§ Extracted records
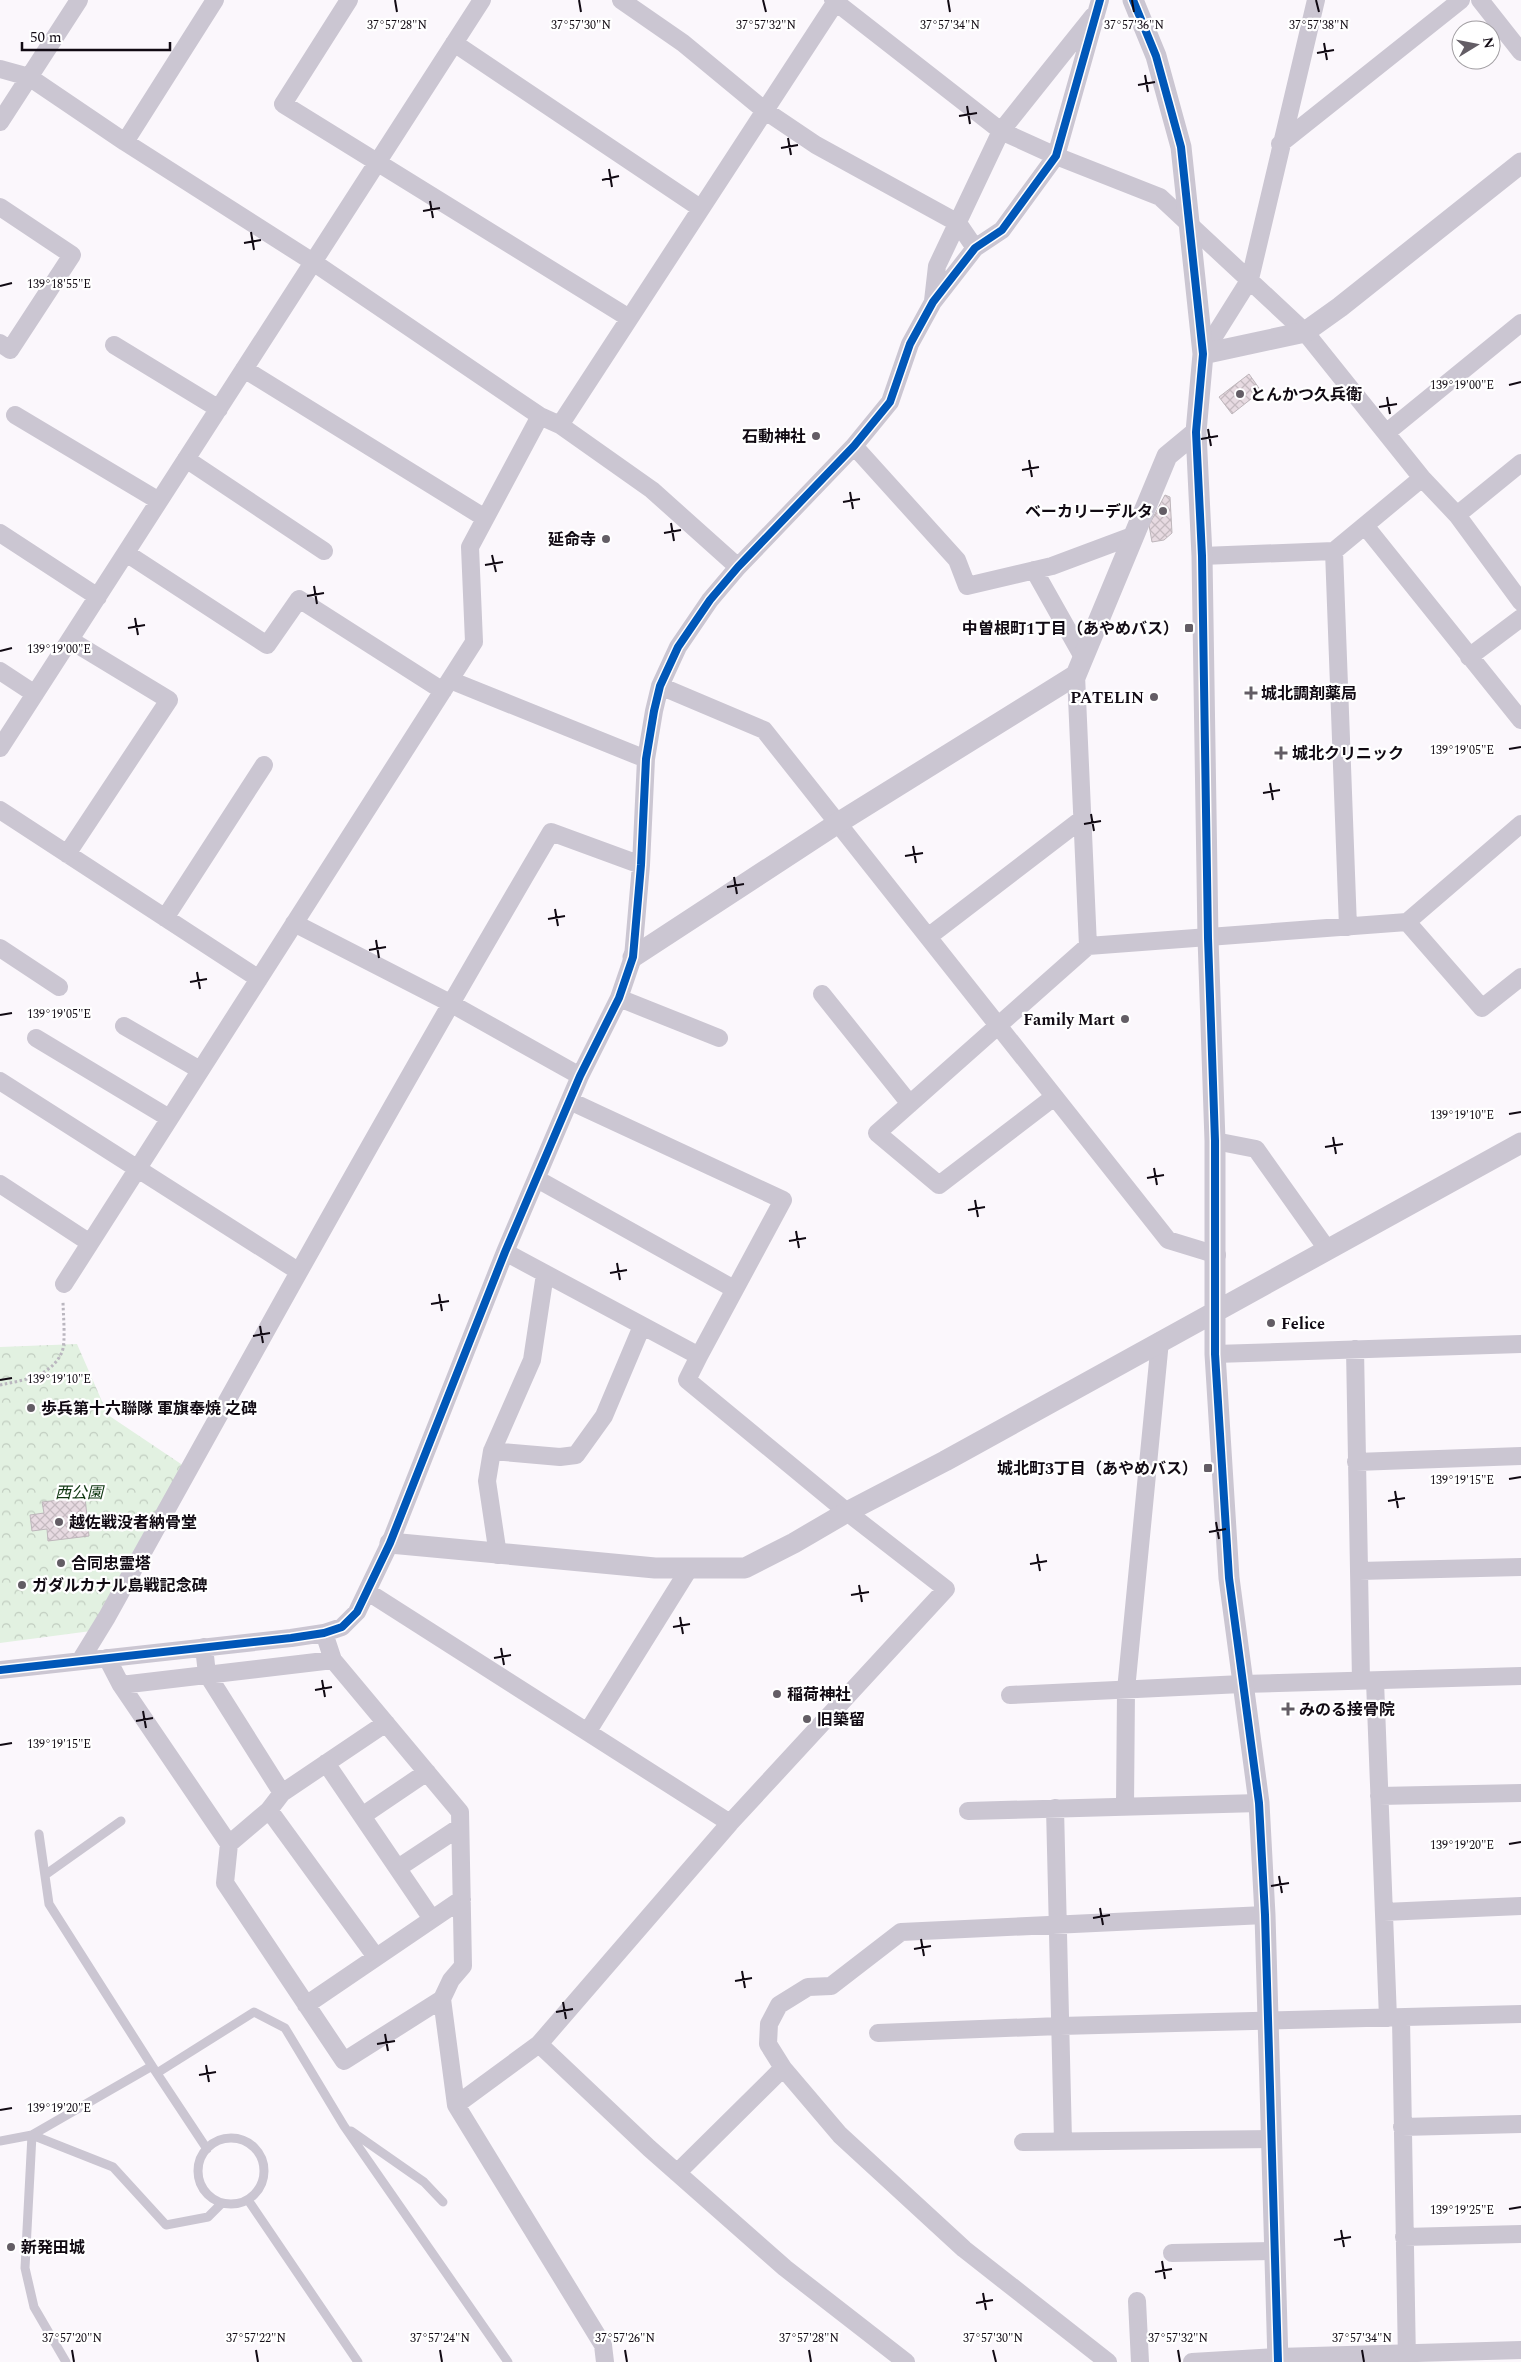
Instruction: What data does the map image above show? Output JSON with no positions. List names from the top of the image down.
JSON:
{
  "parks": ["西公園"],
  "places": {
    "other": [
      "とんかつ久兵衛",
      "石動神社",
      "ベーカリーデルタ",
      "延命寺",
      "PATELIN",
      "Family Mart",
      "Felice",
      "歩兵第十六聯隊 軍旗奉焼 之碑",
      "越佐戦没者納骨堂",
      "合同忠霊塔",
      "ガダルカナル島戦記念碑",
      "稲荷神社",
      "旧築留",
      "新発田城"
    ],
    "transit": ["中曽根町1丁目（あやめバス）", "城北町3丁目（あやめバス）"],
    "health": ["城北調剤薬局", "城北クリニック", "みのる接骨院"]
  },
  "scale_bar": "50 m",
  "north": "right",
  "coordinates": [
    "37°57'36\"N",
    "37°57'38\"N",
    "37°57'28\"N",
    "37°57'30\"N",
    "37°57'32\"N",
    "37°57'34\"N",
    "139°18'55\"E",
    "139°19'00\"E",
    "139°19'05\"E",
    "139°19'10\"E",
    "139°19'15\"E",
    "139°19'20\"E",
    "139°19'25\"E",
    "37°57'20\"N",
    "37°57'22\"N",
    "37°57'24\"N",
    "37°57'26\"N"
  ]
}
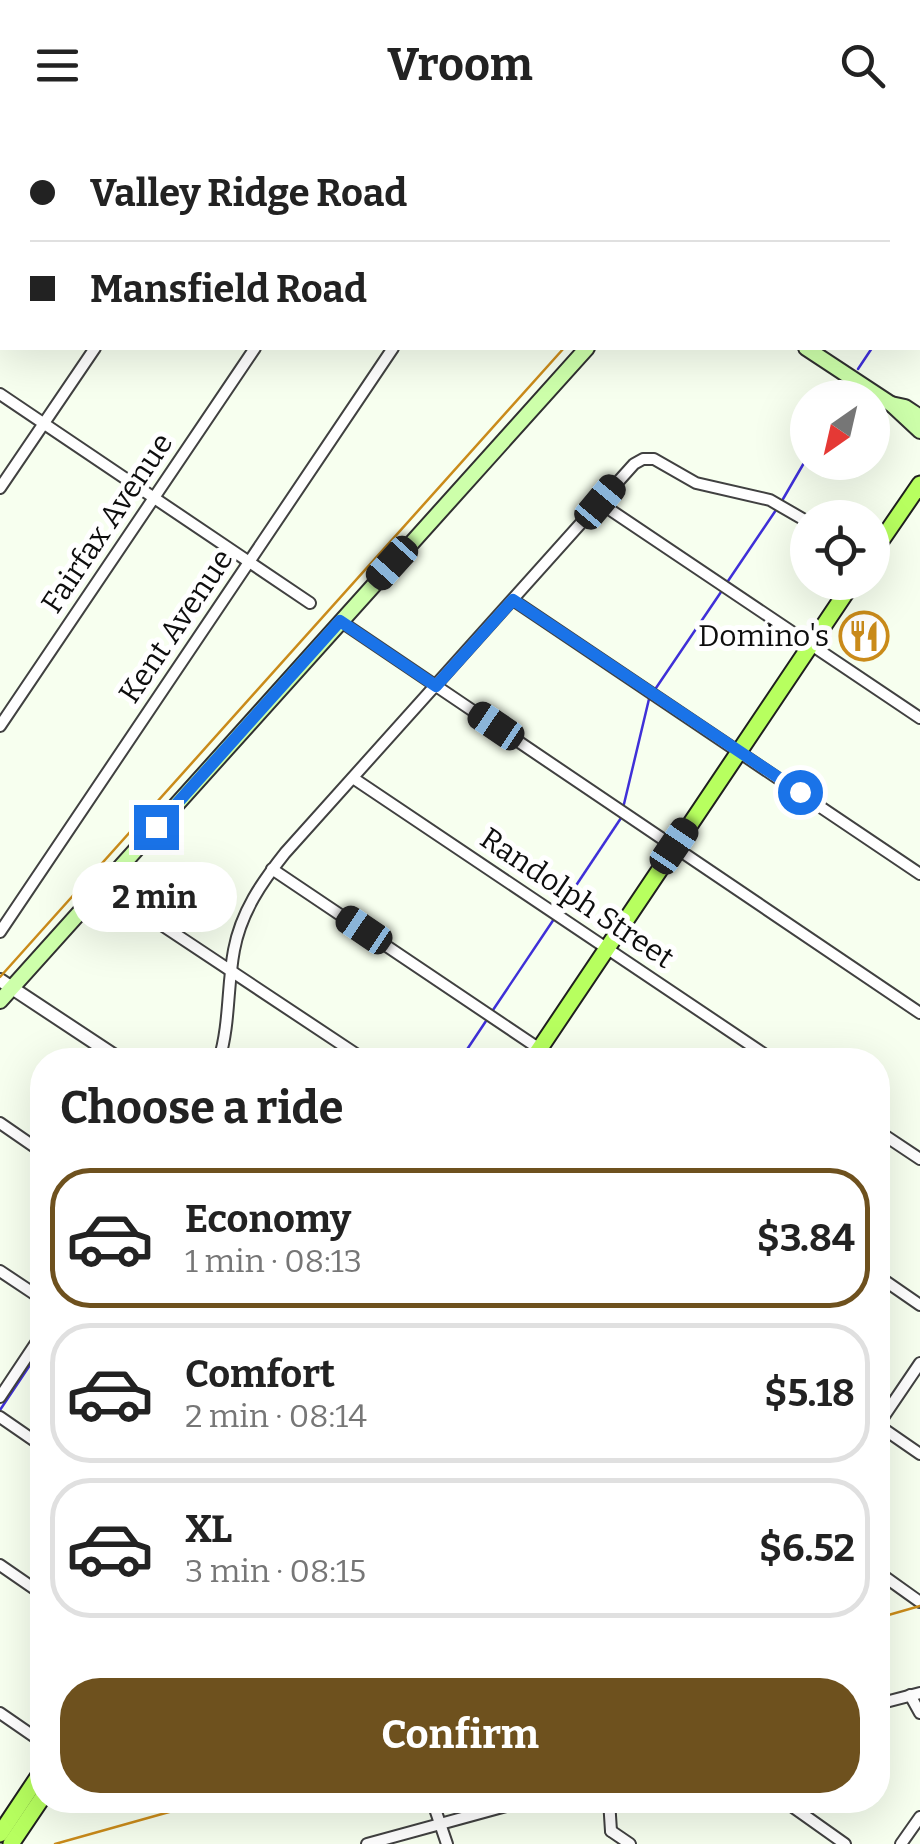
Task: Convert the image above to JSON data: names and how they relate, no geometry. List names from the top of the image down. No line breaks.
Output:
{"streets":{"street":["Fairfax Avenue","Kent Avenue","Randolph Street"]},"places":{"restaurant":["Domino's"]},"north":"bottom left","page":{"header":"Vroom","banner":["Valley Ridge Road","Mansfield Road"],"bubble":"2 min","heading":"Choose a ride","list":[{"name":"Economy","note":"1 min · 08:13","value":"$3.84"},{"name":"Comfort","note":"2 min · 08:14","value":"$5.18"},{"name":"XL","note":"3 min · 08:15","value":"$6.52"}],"buttons":"Confirm"}}
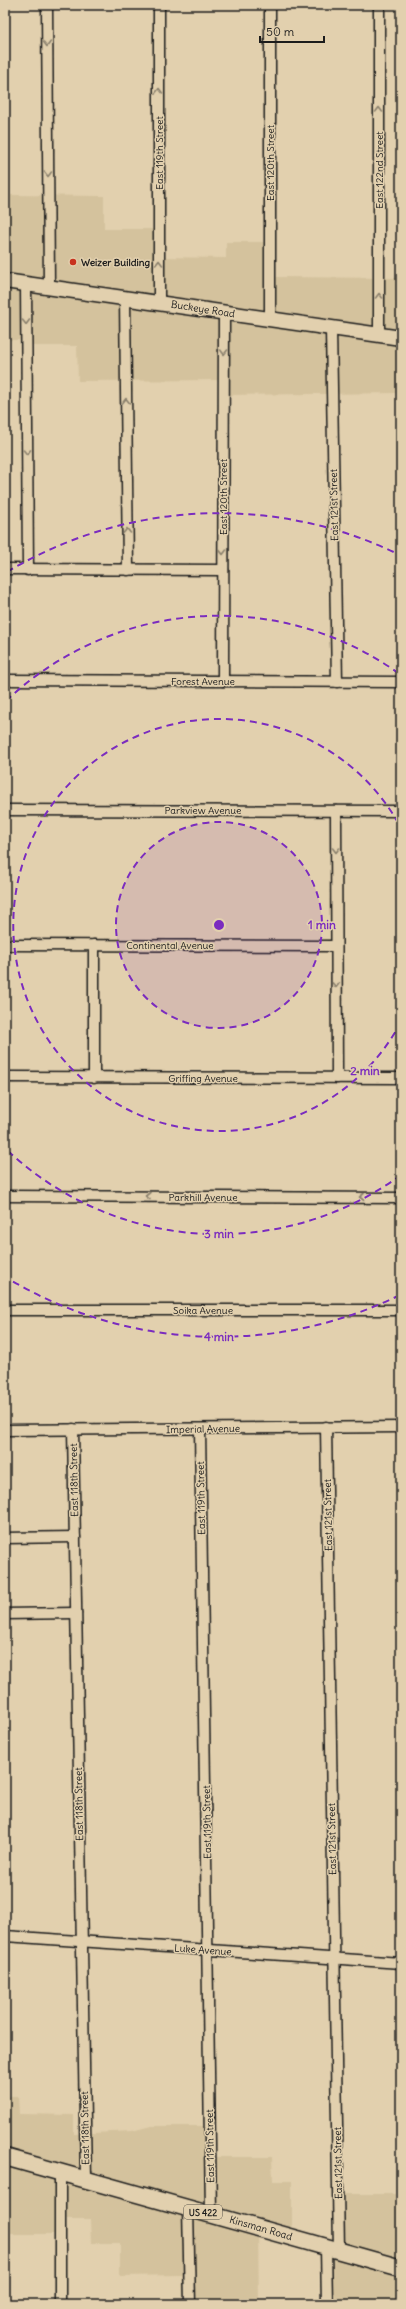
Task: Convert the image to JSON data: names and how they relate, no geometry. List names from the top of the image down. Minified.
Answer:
{"streets":{"main road":["US 422","Kinsman Road"],"street":["East 119th Street","East 120th Street","East 122nd Street","Buckeye Road","East 121st Street","Forest Avenue","Parkview Avenue","Continental Avenue","Griffing Avenue","Parkhill Avenue","Soika Avenue","Imperial Avenue","East 118th Street","Luke Avenue"]},"crossings":[["East 119th Street","Buckeye Road"],["East 119th Street","Imperial Avenue"],["East 119th Street","Luke Avenue"],["East 119th Street","Kinsman Road"],["East 120th Street","Buckeye Road"],["East 120th Street","Forest Avenue"],["East 122nd Street","Buckeye Road"],["Buckeye Road","East 121st Street"],["East 121st Street","Forest Avenue"],["East 121st Street","Imperial Avenue"],["East 121st Street","Luke Avenue"],["East 121st Street","Kinsman Road"],["Imperial Avenue","East 118th Street"],["East 118th Street","Luke Avenue"],["East 118th Street","Kinsman Road"]],"one_way":["East 120th Street","East 122nd Street","Parkhill Avenue"],"places":["Weizer Building"],"scale_bar":"50 m","rings":["1 min","2 min","3 min","4 min"]}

§ What this task involves
Transcribe all entries above exactly. Drop the pictures.

§ Answer to this problem
Instruction: What data does the map image above show? Output JSON with no positions. List names from the top of the image down.
JSON:
{
  "parks": ["西公園"],
  "places": {
    "other": [
      "とんかつ久兵衛",
      "石動神社",
      "ベーカリーデルタ",
      "延命寺",
      "PATELIN",
      "Family Mart",
      "Felice",
      "歩兵第十六聯隊 軍旗奉焼 之碑",
      "越佐戦没者納骨堂",
      "合同忠霊塔",
      "ガダルカナル島戦記念碑",
      "稲荷神社",
      "旧築留",
      "新発田城"
    ],
    "transit": ["中曽根町1丁目（あやめバス）", "城北町3丁目（あやめバス）"],
    "health": ["城北調剤薬局", "城北クリニック", "みのる接骨院"]
  },
  "scale_bar": "50 m",
  "north": "right",
  "coordinates": [
    "37°57'36\"N",
    "37°57'38\"N",
    "37°57'28\"N",
    "37°57'30\"N",
    "37°57'32\"N",
    "37°57'34\"N",
    "139°18'55\"E",
    "139°19'00\"E",
    "139°19'05\"E",
    "139°19'10\"E",
    "139°19'15\"E",
    "139°19'20\"E",
    "139°19'25\"E",
    "37°57'20\"N",
    "37°57'22\"N",
    "37°57'24\"N",
    "37°57'26\"N"
  ]
}
Task: Convert the image above to JSON data: names and how they relate, no geometry. List names from the top of the image down. No line breaks.
Output:
{"streets":{"street":["Fairfax Avenue","Kent Avenue","Randolph Street"]},"places":{"restaurant":["Domino's"]},"north":"bottom left","page":{"header":"Vroom","banner":["Valley Ridge Road","Mansfield Road"],"bubble":"2 min","heading":"Choose a ride","list":[{"name":"Economy","note":"1 min · 08:13","value":"$3.84"},{"name":"Comfort","note":"2 min · 08:14","value":"$5.18"},{"name":"XL","note":"3 min · 08:15","value":"$6.52"}],"buttons":"Confirm"}}
Task: Convert the image to JSON data: names and how they relate, no geometry. List names from the top of the image down. Minified.
Answer:
{"streets":{"main road":["US 422","Kinsman Road"],"street":["East 119th Street","East 120th Street","East 122nd Street","Buckeye Road","East 121st Street","Forest Avenue","Parkview Avenue","Continental Avenue","Griffing Avenue","Parkhill Avenue","Soika Avenue","Imperial Avenue","East 118th Street","Luke Avenue"]},"crossings":[["East 119th Street","Buckeye Road"],["East 119th Street","Imperial Avenue"],["East 119th Street","Luke Avenue"],["East 119th Street","Kinsman Road"],["East 120th Street","Buckeye Road"],["East 120th Street","Forest Avenue"],["East 122nd Street","Buckeye Road"],["Buckeye Road","East 121st Street"],["East 121st Street","Forest Avenue"],["East 121st Street","Imperial Avenue"],["East 121st Street","Luke Avenue"],["East 121st Street","Kinsman Road"],["Imperial Avenue","East 118th Street"],["East 118th Street","Luke Avenue"],["East 118th Street","Kinsman Road"]],"one_way":["East 120th Street","East 122nd Street","Parkhill Avenue"],"places":["Weizer Building"],"scale_bar":"50 m","rings":["1 min","2 min","3 min","4 min"]}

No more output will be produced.